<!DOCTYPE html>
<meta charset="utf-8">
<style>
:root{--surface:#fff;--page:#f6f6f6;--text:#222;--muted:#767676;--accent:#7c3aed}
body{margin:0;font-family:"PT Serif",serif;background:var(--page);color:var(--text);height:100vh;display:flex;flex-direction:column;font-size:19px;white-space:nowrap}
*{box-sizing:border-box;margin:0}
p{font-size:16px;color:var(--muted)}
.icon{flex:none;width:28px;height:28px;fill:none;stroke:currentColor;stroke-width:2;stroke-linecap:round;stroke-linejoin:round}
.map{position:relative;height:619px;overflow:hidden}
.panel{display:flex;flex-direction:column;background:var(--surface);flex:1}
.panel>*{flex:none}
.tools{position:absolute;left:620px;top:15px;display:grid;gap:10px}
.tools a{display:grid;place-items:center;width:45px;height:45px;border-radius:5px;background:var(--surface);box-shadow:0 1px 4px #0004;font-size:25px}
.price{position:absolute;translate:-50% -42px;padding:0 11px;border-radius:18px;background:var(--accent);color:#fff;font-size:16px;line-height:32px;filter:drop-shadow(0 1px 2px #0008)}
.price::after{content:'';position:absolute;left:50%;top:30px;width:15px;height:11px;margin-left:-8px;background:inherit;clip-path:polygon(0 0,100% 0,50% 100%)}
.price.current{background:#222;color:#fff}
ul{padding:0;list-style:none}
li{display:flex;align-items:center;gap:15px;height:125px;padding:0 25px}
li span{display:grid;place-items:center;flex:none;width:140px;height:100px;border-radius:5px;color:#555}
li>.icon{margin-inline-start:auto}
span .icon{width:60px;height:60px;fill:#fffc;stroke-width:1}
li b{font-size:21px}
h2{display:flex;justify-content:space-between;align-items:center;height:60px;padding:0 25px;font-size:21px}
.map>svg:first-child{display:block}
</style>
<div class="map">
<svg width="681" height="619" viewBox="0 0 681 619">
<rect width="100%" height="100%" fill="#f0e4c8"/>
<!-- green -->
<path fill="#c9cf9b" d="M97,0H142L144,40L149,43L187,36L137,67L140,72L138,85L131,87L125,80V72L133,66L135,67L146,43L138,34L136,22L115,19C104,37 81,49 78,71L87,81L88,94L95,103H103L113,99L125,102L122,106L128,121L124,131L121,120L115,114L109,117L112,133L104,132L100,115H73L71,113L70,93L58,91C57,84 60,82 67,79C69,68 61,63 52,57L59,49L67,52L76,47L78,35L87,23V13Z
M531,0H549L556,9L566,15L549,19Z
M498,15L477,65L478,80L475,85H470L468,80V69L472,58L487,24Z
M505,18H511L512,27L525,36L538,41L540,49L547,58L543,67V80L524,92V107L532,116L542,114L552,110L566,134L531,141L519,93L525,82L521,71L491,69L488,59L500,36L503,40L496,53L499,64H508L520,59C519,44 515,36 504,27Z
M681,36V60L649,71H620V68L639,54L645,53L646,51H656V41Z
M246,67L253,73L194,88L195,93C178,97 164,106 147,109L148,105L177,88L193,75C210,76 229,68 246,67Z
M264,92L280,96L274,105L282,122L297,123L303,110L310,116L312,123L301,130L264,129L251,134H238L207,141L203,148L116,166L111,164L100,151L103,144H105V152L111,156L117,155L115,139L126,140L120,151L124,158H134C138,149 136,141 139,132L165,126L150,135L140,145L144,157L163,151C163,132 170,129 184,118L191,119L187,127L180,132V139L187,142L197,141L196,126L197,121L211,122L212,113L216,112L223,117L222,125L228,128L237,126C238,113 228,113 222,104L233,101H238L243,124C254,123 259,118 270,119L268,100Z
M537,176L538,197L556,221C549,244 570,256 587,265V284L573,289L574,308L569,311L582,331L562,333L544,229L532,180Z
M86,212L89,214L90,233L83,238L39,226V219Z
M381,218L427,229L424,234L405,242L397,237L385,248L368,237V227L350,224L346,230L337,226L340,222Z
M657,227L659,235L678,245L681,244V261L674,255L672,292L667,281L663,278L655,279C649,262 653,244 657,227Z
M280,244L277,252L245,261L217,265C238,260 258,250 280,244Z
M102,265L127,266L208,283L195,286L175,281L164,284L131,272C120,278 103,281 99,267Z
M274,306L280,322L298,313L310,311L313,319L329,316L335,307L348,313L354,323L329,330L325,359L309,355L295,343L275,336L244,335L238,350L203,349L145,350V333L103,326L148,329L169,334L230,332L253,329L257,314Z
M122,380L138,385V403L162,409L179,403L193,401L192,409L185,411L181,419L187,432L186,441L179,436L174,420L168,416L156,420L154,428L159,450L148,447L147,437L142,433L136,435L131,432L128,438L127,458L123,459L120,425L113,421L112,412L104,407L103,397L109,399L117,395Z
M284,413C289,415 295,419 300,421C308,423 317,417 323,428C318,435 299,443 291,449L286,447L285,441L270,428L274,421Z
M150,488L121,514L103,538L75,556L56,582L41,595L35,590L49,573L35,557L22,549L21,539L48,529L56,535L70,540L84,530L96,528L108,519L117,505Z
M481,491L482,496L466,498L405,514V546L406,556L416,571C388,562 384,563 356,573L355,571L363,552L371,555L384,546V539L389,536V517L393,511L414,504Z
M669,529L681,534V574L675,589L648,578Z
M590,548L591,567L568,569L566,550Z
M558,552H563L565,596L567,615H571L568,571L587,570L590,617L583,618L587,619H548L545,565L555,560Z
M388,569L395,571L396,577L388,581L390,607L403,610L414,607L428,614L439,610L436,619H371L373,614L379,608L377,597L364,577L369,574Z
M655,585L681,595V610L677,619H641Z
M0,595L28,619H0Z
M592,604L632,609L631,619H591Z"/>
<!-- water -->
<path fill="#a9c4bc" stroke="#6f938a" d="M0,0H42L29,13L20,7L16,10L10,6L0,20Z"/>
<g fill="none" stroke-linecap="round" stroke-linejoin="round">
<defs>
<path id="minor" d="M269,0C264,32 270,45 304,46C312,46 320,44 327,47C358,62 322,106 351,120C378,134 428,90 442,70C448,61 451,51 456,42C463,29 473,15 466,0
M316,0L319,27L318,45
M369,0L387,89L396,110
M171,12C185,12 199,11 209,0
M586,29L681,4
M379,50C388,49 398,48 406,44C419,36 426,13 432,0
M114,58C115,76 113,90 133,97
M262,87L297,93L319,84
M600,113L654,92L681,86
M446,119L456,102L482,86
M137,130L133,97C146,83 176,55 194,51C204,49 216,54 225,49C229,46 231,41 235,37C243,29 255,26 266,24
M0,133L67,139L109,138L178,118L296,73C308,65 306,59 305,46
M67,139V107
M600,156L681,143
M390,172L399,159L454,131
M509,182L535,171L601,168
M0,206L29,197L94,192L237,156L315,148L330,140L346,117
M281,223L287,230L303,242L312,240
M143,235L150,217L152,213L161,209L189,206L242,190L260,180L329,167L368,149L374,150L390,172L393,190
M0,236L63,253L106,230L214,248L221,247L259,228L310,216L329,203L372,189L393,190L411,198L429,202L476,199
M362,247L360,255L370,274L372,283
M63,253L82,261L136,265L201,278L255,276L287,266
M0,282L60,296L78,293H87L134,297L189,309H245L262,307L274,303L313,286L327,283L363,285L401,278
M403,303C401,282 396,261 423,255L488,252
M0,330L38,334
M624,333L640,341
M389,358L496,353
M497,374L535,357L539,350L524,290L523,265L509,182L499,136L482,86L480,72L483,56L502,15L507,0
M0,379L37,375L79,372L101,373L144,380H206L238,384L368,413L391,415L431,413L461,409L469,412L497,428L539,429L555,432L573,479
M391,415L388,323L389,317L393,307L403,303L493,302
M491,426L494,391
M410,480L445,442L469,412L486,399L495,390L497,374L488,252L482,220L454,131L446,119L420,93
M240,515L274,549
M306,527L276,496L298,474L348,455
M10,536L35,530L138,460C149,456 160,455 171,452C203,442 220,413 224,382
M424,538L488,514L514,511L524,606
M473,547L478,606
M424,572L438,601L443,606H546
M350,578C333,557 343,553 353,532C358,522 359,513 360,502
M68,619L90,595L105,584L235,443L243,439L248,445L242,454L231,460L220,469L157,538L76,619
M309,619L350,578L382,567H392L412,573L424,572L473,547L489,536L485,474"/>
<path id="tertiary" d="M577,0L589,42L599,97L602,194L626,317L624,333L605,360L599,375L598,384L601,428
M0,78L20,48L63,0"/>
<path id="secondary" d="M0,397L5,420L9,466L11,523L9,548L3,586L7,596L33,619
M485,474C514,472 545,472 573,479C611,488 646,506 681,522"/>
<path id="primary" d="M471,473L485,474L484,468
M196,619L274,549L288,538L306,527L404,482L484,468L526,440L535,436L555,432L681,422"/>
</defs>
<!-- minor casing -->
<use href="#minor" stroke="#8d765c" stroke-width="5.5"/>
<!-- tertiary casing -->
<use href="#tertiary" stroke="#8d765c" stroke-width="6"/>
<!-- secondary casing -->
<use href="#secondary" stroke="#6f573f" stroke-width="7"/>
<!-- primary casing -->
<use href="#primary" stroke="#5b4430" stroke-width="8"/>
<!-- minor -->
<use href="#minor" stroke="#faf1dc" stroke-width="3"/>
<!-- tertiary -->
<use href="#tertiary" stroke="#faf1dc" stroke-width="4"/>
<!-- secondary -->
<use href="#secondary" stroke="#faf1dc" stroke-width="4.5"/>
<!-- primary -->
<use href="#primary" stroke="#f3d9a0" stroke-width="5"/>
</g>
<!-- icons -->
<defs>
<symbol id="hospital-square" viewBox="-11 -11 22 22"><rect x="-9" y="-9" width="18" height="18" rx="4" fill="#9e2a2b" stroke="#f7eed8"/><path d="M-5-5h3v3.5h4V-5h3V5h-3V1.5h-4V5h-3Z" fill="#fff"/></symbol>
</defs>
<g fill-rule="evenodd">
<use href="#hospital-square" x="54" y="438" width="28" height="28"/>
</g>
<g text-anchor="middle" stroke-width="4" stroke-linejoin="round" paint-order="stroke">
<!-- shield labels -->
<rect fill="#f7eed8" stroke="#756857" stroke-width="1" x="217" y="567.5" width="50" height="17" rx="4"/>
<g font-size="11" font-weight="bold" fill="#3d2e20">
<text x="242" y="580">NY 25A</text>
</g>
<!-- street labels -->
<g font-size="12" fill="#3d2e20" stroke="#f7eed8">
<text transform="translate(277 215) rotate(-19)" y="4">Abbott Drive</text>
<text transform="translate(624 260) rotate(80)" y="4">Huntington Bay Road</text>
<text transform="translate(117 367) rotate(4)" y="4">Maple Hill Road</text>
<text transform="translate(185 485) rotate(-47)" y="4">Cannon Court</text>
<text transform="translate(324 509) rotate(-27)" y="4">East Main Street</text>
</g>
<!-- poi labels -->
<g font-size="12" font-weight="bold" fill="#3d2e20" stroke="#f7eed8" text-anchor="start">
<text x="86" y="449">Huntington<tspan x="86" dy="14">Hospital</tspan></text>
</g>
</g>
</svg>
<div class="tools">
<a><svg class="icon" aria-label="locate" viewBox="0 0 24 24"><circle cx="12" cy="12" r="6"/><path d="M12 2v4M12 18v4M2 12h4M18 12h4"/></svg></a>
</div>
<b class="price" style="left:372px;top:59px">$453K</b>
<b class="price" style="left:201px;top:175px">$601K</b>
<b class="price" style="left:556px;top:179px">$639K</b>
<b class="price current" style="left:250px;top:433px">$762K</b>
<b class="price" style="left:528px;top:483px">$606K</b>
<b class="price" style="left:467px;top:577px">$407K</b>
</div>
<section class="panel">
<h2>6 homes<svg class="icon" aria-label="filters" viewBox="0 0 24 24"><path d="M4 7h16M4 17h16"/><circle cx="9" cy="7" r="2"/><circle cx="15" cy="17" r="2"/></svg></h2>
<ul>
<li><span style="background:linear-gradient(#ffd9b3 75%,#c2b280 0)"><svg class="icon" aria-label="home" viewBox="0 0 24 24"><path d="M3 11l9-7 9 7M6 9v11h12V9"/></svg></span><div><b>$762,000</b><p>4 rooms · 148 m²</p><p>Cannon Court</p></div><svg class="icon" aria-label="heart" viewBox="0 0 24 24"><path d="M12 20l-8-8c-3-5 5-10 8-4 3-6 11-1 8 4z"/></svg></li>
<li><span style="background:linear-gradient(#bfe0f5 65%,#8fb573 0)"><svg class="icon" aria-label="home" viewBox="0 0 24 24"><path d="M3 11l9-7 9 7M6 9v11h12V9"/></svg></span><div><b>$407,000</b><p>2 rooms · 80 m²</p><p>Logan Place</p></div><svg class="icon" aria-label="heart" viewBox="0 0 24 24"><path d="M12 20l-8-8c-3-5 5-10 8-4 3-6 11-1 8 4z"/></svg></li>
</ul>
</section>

» Task objective
From the listing, copy each line containing the word "bold".

» Result of this exercise
<g font-size="11" font-weight="bold" fill="#3d2e20">
<g font-size="12" font-weight="bold" fill="#3d2e20" stroke="#f7eed8" text-anchor="start">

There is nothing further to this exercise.